Sunday, October 28, 2012

Agriculture Investments - A Strategy to Maximise Return on Investment

Around 225, 000 people are exceeding to the global population every single clock, all of whom need food and fuel. At the same time, incomes in developing economies are rising, causing a shift toward a more respected and more resource powerful westernised slop based on meat. Considering that 1kg of meat requires the input of 7kg of grain as animal feed, this combination of more people and higher consumption per capita adds tremendous strain to current stretched agricultural productivity.

The amount of farmland on the planet is in fact falling. Urbanisation, soil degradation, water scarcity and climate change all associate to reduce the stock of land suitable for growing the essential crops we need.

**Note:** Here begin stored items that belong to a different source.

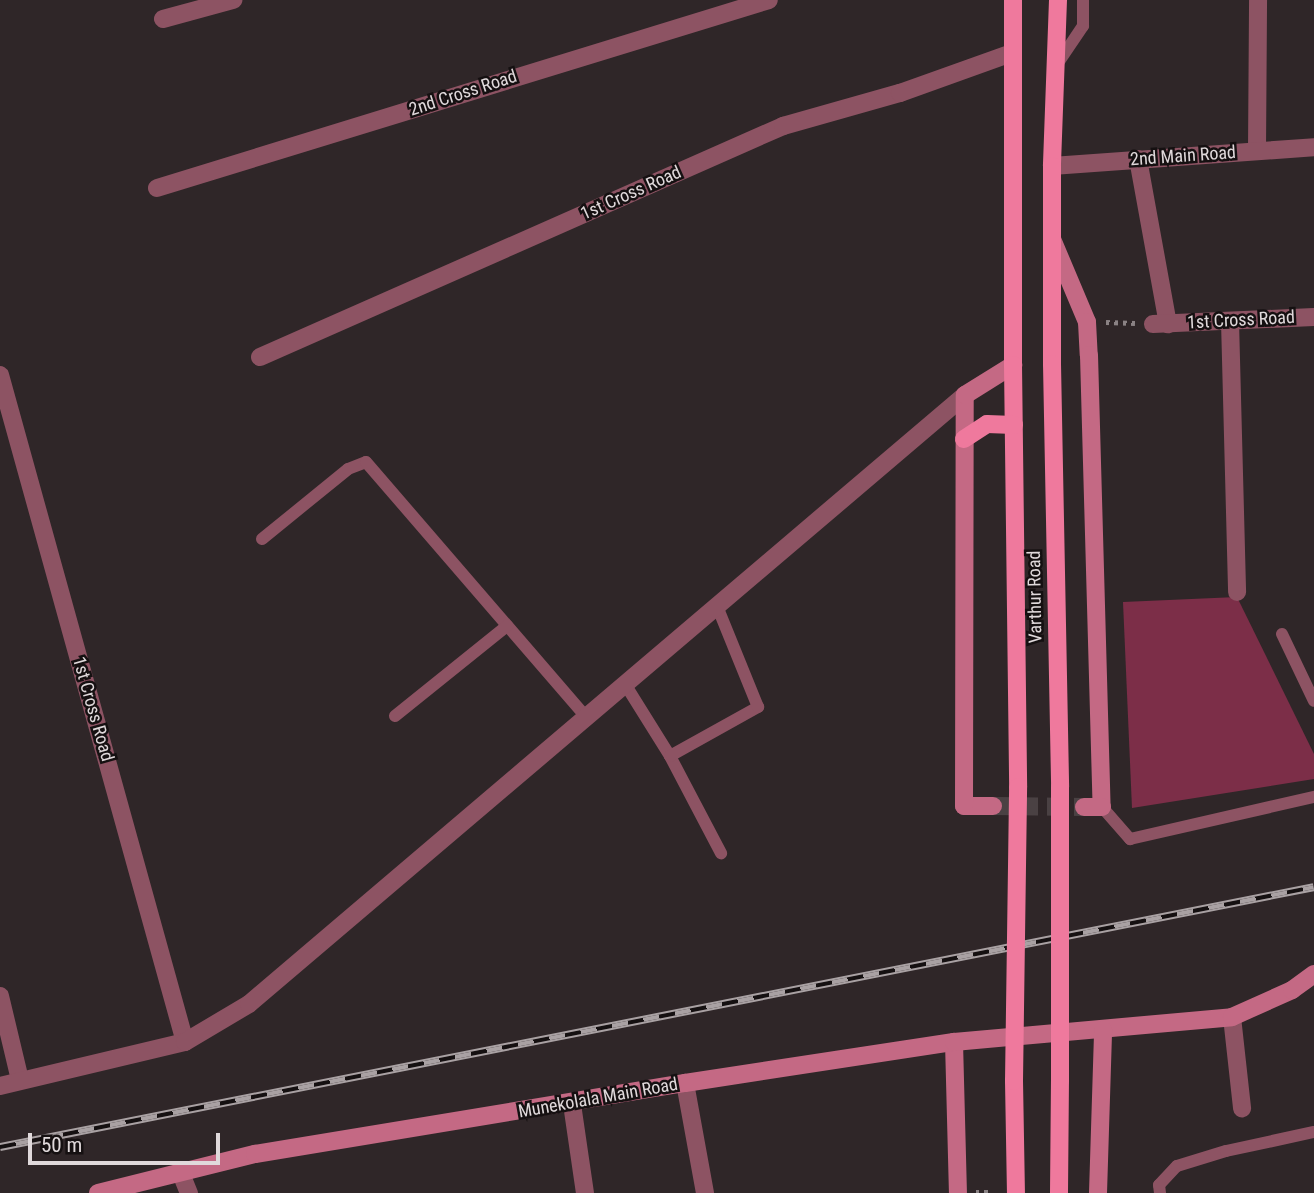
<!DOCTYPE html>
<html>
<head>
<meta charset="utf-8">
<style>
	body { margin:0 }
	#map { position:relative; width:1314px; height:1193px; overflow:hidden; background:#2f2628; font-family:"Roboto Condensed",sans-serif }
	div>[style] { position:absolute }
	.green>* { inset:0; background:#7c2e48 }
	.secondary-tunnel>* { height:18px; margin-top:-9px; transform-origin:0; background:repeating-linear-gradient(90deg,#4a4143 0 18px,transparent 0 27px) }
	.path>* { height:4.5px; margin-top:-2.25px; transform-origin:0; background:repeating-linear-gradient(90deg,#8a8284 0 3.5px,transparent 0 8.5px) }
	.lane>* { height:12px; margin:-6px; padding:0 6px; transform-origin:6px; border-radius:6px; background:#8d5363 }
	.street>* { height:18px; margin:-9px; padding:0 9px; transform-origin:9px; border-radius:9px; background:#8d5363 }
	.secondary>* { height:18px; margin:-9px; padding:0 9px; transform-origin:9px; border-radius:9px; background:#c46984 }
	.primary>* { height:18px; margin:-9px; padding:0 9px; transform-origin:9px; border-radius:9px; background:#ef799d }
	.rail>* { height:8px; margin-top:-4px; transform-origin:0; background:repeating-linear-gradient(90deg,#151011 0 16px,#a9a1a3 0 32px); box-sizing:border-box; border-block:2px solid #a9a1a3 }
	.primary-bridge>* { height:18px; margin:-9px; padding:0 9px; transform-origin:9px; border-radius:9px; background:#ef799d }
	span { translate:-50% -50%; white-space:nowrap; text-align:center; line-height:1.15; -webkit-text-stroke:5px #151011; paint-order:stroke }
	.street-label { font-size:18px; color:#e0d9db }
	.scale { position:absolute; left:28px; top:1133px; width:192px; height:32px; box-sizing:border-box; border:4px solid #e0d9db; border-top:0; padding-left:9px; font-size:21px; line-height:24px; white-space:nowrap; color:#e0d9db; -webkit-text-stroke:5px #151011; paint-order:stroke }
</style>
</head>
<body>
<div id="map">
	<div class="green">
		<div style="clip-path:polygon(1237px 597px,1314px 754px,1314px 779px,1132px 808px,1123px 602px)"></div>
	</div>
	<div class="secondary-tunnel">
		<div style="left:993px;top:806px;width:91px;rotate:0.6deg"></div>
	</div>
	<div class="path">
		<div style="left:1106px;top:322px;width:29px;rotate:2deg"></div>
		<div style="left:976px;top:1192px;width:17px"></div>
	</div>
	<div class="lane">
		<div style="left:1058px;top:63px;width:45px;rotate:-56deg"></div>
		<div style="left:1083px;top:26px;width:26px;rotate:-90deg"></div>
		<div style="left:262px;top:539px;width:111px;rotate:-39.1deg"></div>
		<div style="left:348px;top:469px;width:19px;rotate:-21deg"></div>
		<div style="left:366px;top:462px;width:337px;rotate:49.2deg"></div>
		<div style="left:1282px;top:634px;width:74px;rotate:64.5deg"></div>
		<div style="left:625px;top:684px;width:85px;rotate:58deg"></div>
		<div style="left:670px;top:756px;width:110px;rotate:62.3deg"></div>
		<div style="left:395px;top:716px;width:144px;rotate:-38.8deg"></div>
		<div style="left:670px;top:756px;width:101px;rotate:-29.1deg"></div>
		<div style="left:758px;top:707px;width:109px;rotate:-112.1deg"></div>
		<div style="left:1102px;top:807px;width:43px;rotate:48.8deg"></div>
		<div style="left:1130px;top:839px;width:189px;rotate:-12.9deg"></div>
		<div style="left:1160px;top:1193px;width:8px;rotate:-97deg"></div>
		<div style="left:1159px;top:1185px;width:26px;rotate:-47deg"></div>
		<div style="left:1177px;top:1166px;width:51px;rotate:-17deg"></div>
		<div style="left:1226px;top:1151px;width:90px;rotate:-12.2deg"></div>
	</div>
	<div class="street">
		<div style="left:163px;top:19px;width:73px;rotate:-15.2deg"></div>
		<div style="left:1257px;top:151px;width:151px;rotate:-89.6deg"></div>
		<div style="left:1138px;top:159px;width:168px;rotate:79.7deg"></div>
		<div style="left:1052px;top:166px;width:263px;rotate:-4.1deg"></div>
		<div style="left:157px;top:188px;width:640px;rotate:-17.08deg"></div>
		<div style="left:1230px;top:321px;width:271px;rotate:88.5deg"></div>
		<div style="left:1153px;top:324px;width:161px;rotate:-2.5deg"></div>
		<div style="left:260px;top:357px;width:572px;rotate:-23.83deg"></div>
		<div style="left:783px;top:126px;width:122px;rotate:-15.8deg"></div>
		<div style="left:900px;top:93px;width:119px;rotate:-19.7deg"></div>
		<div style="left:0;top:375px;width:692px;rotate:74.5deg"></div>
		<div style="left:0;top:996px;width:86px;rotate:76.6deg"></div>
		<div style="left:1232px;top:1017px;width:92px;rotate:83.7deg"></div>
		<div style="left:685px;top:1083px;width:112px;rotate:79.7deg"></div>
		<div style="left:0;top:1086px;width:190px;rotate:-13.4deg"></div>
		<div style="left:185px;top:1042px;width:74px;rotate:-30.7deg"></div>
		<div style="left:249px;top:1004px;width:940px;rotate:-40.38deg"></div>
		<div style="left:572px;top:1104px;width:90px;rotate:81.7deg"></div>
		<div style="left:180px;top:1171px;width:24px;rotate:68deg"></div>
	</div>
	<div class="secondary">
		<div style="left:1052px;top:239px;width:90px;rotate:67.1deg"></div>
		<div style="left:1087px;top:322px;width:33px;rotate:87deg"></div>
		<div style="left:1089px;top:355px;width:452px;rotate:88.4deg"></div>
		<div style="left:1102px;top:807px;width:18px;rotate:180deg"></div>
		<div style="left:993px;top:806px;width:29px;rotate:180deg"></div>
		<div style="left:964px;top:806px;width:411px;rotate:-89.9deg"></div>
		<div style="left:965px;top:395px;width:57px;rotate:-32deg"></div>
		<div style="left:954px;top:1042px;width:151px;rotate:88.5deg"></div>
		<div style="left:98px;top:1193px;width:162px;rotate:-14deg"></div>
		<div style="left:255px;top:1154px;width:436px;rotate:-9.4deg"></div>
		<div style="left:685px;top:1083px;width:272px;rotate:-8.7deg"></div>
		<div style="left:954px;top:1042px;width:279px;rotate:-5.1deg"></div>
		<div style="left:1232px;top:1017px;width:66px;rotate:-24.2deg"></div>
		<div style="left:1292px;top:990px;width:27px;rotate:-36deg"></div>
		<div style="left:1098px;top:1193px;width:163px;rotate:-88.2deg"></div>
	</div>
	<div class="primary">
		<div style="left:1013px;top:0;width:365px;rotate:90deg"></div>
		<div style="left:1013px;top:365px;width:422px;rotate:89.3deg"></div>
		<div style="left:1058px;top:0;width:166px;rotate:92.1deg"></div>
		<div style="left:1052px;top:166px;width:198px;rotate:90deg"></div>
		<div style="left:1052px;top:364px;width:423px;rotate:88.9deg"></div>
		<div style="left:964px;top:439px;width:27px;rotate:-33deg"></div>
		<div style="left:987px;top:424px;width:27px;rotate:2deg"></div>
		<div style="left:1014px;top:1081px;width:112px;rotate:89deg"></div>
		<div style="left:1059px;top:1193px;width:112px;rotate:-89.5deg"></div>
	</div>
	<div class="rail">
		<div style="left:0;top:1147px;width:1339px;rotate:-11.19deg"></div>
	</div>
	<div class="primary-bridge">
		<div style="left:1060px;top:787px;width:294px;rotate:90deg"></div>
		<div style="left:1014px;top:1081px;width:294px;rotate:-89.2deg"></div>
	</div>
	<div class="street-label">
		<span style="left:463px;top:93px;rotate:-18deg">2nd Cross Road</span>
		<span style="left:1183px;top:156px;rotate:-4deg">2nd Main Road</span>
		<span style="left:631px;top:193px;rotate:-24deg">1st Cross Road</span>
		<span style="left:1241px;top:320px;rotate:-3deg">1st Cross Road</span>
		<span style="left:1035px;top:597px;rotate:-91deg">Varthur Road</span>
		<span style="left:93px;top:709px;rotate:74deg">1st Cross Road</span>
		<span style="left:598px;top:1098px;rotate:-10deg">Munekolala Main Road</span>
	</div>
	<div class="scale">50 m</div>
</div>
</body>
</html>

In light of this on - going and increasing disparity between supplies of farmland and demand for agricultural commodities, investors are turning to farmland in order to capture financial gains as food prices rise and productive land becomes intrinsically more valuable.

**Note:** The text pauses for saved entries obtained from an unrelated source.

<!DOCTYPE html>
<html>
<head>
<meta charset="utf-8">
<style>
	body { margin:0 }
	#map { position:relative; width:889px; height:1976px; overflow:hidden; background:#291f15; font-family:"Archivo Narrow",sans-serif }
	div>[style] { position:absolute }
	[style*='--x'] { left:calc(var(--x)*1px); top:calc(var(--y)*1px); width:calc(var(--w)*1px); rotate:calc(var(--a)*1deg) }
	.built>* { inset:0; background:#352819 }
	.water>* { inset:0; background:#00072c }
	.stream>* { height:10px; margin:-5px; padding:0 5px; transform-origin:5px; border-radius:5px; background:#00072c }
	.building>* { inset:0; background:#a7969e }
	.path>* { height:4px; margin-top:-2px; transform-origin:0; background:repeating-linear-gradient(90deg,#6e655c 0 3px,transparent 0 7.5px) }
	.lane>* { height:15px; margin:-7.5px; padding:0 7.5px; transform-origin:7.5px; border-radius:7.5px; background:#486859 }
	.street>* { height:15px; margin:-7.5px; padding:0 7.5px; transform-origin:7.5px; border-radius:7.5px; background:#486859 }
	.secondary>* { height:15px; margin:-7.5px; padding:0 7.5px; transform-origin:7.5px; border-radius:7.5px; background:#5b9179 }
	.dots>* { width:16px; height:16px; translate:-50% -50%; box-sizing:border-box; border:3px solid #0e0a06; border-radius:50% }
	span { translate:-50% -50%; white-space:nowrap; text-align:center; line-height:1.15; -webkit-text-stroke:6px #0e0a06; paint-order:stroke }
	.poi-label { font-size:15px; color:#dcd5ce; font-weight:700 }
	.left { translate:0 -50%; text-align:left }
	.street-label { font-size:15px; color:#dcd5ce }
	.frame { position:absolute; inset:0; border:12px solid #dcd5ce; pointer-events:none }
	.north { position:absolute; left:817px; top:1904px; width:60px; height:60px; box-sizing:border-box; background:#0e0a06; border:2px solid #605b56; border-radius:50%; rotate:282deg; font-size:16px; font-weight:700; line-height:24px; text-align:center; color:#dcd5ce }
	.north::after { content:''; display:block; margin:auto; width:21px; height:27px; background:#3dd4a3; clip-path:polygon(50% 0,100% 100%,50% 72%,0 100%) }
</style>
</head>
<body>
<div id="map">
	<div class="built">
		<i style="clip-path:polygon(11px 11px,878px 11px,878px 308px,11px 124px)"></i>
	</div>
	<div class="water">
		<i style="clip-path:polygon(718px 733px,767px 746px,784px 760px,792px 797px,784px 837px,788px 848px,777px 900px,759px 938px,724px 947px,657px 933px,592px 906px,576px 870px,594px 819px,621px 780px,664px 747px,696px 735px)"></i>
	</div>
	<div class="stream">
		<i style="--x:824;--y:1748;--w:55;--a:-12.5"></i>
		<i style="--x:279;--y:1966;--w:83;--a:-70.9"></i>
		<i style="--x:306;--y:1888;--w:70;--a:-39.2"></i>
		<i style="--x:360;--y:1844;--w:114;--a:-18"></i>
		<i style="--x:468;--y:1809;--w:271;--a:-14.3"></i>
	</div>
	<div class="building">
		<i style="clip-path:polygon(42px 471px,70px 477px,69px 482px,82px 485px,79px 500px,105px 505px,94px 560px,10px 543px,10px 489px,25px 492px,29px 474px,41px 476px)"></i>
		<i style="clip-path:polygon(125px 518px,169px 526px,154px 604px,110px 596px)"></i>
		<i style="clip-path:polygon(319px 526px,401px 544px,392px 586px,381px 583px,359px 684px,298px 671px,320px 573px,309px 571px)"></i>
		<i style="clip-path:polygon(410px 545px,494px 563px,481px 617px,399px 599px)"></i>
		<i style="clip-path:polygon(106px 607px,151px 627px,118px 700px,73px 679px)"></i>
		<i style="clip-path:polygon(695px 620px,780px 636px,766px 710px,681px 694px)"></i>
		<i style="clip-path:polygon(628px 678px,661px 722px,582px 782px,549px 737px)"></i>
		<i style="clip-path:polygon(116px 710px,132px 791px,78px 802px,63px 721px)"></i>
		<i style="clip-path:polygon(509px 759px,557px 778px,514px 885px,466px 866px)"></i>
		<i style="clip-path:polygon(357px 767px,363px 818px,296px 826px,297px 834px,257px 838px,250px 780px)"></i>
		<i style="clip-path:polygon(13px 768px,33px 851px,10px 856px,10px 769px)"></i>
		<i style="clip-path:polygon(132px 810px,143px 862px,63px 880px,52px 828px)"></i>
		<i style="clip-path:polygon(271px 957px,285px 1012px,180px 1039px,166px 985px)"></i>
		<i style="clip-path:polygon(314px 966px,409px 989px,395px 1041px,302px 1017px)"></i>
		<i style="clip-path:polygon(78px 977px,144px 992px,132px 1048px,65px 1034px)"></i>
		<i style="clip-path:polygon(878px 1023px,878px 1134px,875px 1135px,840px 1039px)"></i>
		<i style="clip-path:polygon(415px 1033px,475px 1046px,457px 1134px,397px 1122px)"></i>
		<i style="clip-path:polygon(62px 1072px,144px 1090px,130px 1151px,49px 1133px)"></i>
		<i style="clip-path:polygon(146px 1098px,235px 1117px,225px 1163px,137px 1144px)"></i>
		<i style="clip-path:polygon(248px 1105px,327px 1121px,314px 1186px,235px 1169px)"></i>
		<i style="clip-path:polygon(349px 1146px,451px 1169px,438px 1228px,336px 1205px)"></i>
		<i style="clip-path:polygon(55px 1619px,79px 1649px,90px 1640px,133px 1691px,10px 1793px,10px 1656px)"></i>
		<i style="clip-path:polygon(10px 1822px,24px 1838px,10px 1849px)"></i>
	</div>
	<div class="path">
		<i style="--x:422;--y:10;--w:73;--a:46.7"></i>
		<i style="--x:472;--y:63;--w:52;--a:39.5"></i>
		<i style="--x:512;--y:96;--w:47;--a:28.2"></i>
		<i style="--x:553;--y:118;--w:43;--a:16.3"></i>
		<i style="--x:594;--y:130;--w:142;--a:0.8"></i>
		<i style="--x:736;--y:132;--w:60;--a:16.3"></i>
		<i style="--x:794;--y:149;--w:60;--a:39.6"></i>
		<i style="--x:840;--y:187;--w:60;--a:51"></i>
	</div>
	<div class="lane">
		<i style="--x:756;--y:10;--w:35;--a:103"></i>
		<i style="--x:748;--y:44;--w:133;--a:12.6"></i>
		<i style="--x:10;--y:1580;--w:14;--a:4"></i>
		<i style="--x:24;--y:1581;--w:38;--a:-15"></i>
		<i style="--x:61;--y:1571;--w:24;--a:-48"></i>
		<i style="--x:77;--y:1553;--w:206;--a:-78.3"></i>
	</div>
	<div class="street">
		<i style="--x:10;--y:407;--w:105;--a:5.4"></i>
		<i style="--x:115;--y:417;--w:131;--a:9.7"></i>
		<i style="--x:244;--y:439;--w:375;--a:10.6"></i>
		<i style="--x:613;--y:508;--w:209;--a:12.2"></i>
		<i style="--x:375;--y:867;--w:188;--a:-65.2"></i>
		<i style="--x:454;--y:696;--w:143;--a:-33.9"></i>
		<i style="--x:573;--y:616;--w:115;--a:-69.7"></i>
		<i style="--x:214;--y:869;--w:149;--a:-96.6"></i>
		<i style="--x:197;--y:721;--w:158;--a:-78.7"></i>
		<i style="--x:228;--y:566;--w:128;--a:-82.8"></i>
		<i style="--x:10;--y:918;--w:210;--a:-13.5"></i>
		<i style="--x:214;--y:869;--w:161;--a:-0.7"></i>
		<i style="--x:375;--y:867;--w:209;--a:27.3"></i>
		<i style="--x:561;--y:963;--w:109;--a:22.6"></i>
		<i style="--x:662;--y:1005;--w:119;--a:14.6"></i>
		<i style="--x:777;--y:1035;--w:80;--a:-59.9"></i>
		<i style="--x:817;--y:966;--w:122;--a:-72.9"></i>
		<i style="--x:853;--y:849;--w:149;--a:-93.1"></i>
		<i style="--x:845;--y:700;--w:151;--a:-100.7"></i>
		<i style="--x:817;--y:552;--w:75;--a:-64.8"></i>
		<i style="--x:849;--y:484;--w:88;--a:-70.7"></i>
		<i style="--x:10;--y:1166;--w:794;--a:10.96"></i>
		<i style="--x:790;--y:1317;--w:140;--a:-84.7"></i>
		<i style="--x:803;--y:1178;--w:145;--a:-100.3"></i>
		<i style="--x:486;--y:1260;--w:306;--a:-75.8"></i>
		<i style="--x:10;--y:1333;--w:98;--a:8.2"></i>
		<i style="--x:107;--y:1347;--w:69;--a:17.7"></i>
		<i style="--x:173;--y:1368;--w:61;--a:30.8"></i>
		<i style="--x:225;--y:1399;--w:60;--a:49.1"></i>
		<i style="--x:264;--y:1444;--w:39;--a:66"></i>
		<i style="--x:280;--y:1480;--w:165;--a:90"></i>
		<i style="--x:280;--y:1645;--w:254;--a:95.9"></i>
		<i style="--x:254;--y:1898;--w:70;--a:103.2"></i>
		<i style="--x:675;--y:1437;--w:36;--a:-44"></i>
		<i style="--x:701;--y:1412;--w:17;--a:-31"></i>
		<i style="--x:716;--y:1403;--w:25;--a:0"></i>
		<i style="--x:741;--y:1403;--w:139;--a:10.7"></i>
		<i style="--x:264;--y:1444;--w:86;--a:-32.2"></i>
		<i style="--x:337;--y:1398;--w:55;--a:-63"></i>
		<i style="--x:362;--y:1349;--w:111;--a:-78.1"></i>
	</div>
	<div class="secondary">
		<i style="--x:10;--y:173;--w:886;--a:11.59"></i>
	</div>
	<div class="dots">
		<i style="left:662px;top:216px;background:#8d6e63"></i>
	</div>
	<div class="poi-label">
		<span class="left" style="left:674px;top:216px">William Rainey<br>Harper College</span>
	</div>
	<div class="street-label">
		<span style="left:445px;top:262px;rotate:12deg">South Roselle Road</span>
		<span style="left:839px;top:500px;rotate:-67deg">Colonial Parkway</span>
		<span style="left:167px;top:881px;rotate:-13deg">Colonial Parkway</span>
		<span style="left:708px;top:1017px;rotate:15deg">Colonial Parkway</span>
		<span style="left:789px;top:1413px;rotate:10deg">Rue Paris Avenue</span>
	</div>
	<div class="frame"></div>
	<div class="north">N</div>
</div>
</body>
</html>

There are a range of farmland investment strategies to consider, from simple acquisition of land and leasing to farmer, through to sharing crop revenues in a joint venture under a contract framing agreement. But certainly the most profitable agriculture investment strategy is greenfield development; the acquisition of land with agricultural potential and converting into productive agricultural assets through the establishment of infrastructure such as irrigation, storage facilities and road, as well as amending the soil profile to ensure maximum productivity.

Greenfield farmland developments add substantial capital value to previously unused land, as well as positively impacting the current black hole in agricultural productivity that leave over 1 billion people hungry around the world each year. Investors also benefit from on - going income from crop revenues as newly converted land produce an annual yield from the production of crops.

The majority of future growth is widely expected to come from developing regions including Asia, Africa and Latin America, where economic growth outpaces that of the west by a huge margin. It is these key growth regions that the appetite for agricultural commodities will grow the most. In fact, in Germany the population is expected to get smaller in the next 40 years, whilst in China the population is expected to expand by some 30 % in the same period.

It is fair to say then that agriculture investments based on the development of suitable land, in close proximity to key growth regions in Asia, Africa and Latin America offer investors the best opportunity to capture not only short term appreciation through development, but also long - term growth and income driven by population growth and rising incomes.